The Encarta Encyclopedia defines the word diva as a spoilt brat, attention-seeker, show-off or bragger. Derived from the Italian, the word diva used to mean "goddess" or "exceptional female singer" but over the years the word has become known in popular culture to describe a very difficult, hard to handle woman or man. Wikipedia calls a diva "manipulative, highly strung, privileged and demanding. He or she does not believe the law and accepted rules of courtesy apply to him or her." Another designation I would add is prima donna.
Just for fun, I decided to see what my computer search engine would come up with when I typed in the word diva. Not surprisingly, the first names to pop up in the MSN Search were Celine Dion, Madonna, Whitney Houston, Barbra Streisand, Mariah Carey, Maria Callas and Luciano Pavarotti!
The people listed are all definitely known for being fussy and perhaps even fiendish. I've worked in the entertainment business for a long time, both in front of the footlights and behind them, and encountered my share of divas, to be sure. However, even if you don't work in the theatre or the diva populated worlds of film, television, or opera, I'm sure you have a diva or two you've run across. Sitting at my hairdresser's one morning, the lady next to me found out that I was writing about divas, and remarked: "I could use some advice about my teenage daughters. They're both divas and impossible to handle!" People talk to me about their kids, mother-in-laws, ex-wives, and bosses. But are all divas demons?
I think it's a mistake to lump all the divas of the world into one category. I agree that the great soprano Maria Callas was known to be a very demanding lady, but what a glorious voice she had! I personally knew the lovely opera diva Beverly Sills. Did you know that her nickname was Bubbles? Does that sound like a name for a fiendish diva? She was one of the kindest ladies I've ever met.
Divas get a bad rap because many strive for perfection. That's where the line between nice gal and conceited maniac get blurry. The following story about tenor Luciano Pavarotti is a perfect example: A number of years ago Luciano took a limousine to an opera house where he arrived to sing that night. He instructed the driver to return at a designated spot and time after his performance. The driver complied. Because the singer had to greet his fans after the opera was over, he didn't reach the limousine until late into the night.
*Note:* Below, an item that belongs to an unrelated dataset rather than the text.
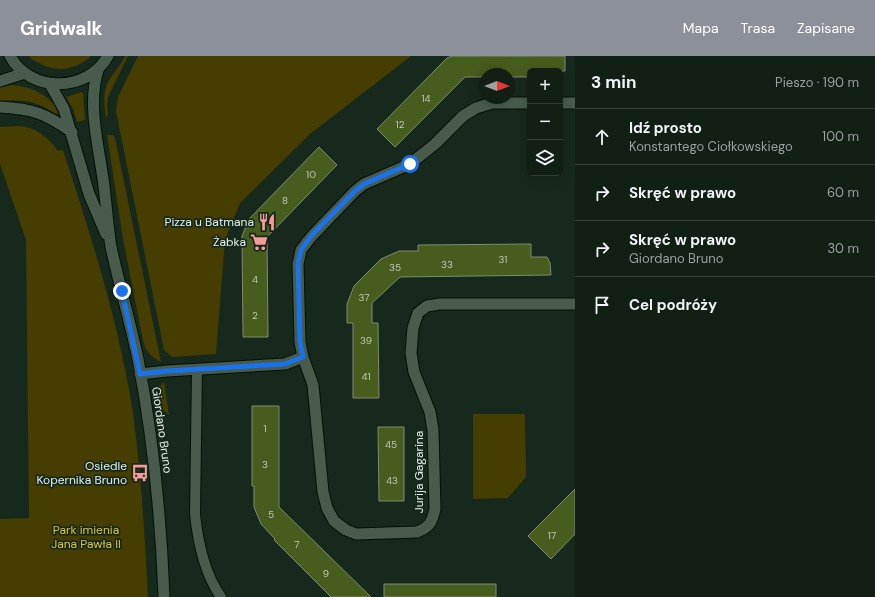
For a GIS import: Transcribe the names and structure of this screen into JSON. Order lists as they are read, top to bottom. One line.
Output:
{"streets":{"street":["Giordano Bruno","Jurija Gagarina"]},"parks":["Park imienia Jana Pawła II"],"places":{"restaurant":["Pizza u Batmana"],"supermarket":["Żabka"],"bus stop":["Osiedle Kopernika Bruno"]},"house_numbers":["14","12","10","8","31","33","35","4","37","2","39","41","1","45","3","43","5","17","7","9"],"north":"right","page":{"header":"Gridwalk","nav":["Mapa","Trasa","Zapisane"],"heading":["3 min","Pieszo · 190 m"],"map_buttons":["+","−"],"list":[["Idź prosto","Konstantego Ciołkowskiego","100 m"],["Skręć w prawo","60 m"],["Skręć w prawo","Giordano Bruno","30 m"],"Cel podróży"]}}
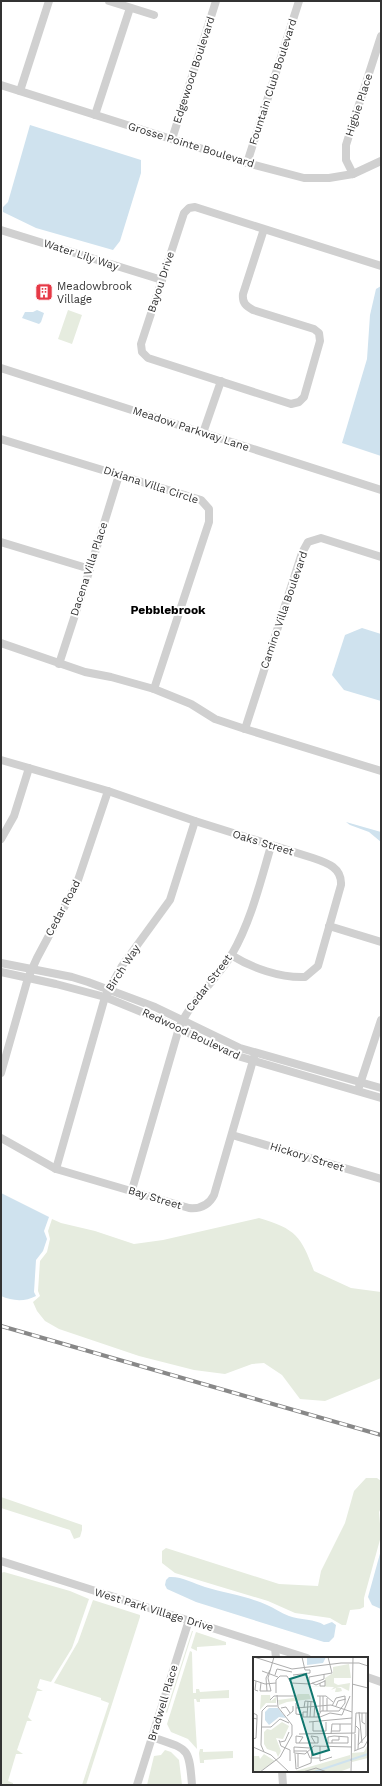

When Luciano finally arrived, walking in the crisp, icy evening air to the limousine, he immediately chastised the driver for not having the car warmed up. The driver was shocked at the prima donna's outrage, but the singer quickly explained: "I expect to ride in a warmed up car as my voice is my career and without it I am nothing."
What seemed like a tantrum, and indeed, it was a tantrum, was justified.
I'm not saying that those divas we love to read about in the magazines aren't sometimes over the top with their demands. Jennifer Lopez use to demand that her dressing room only be decorated in all white. That included the walls and any rugs, chairs, and flowers. Rock musicians ask that all brown M&Ms be removed from their candy dishes or they won't go on stage. The list goes on and on. But I do understand the demands on many divas to perform as close to perfection as possible. We the public have put celebrities on a pedestal, making it almost impossible for them not to eventually fall. No wonder they are picky and grumpy. You would be too if your every move was
I say give the divas of our lives a break. At least until the next tantrum which we will then be psychoanalyzing on national television until the cows come home. I love the freedom of the press!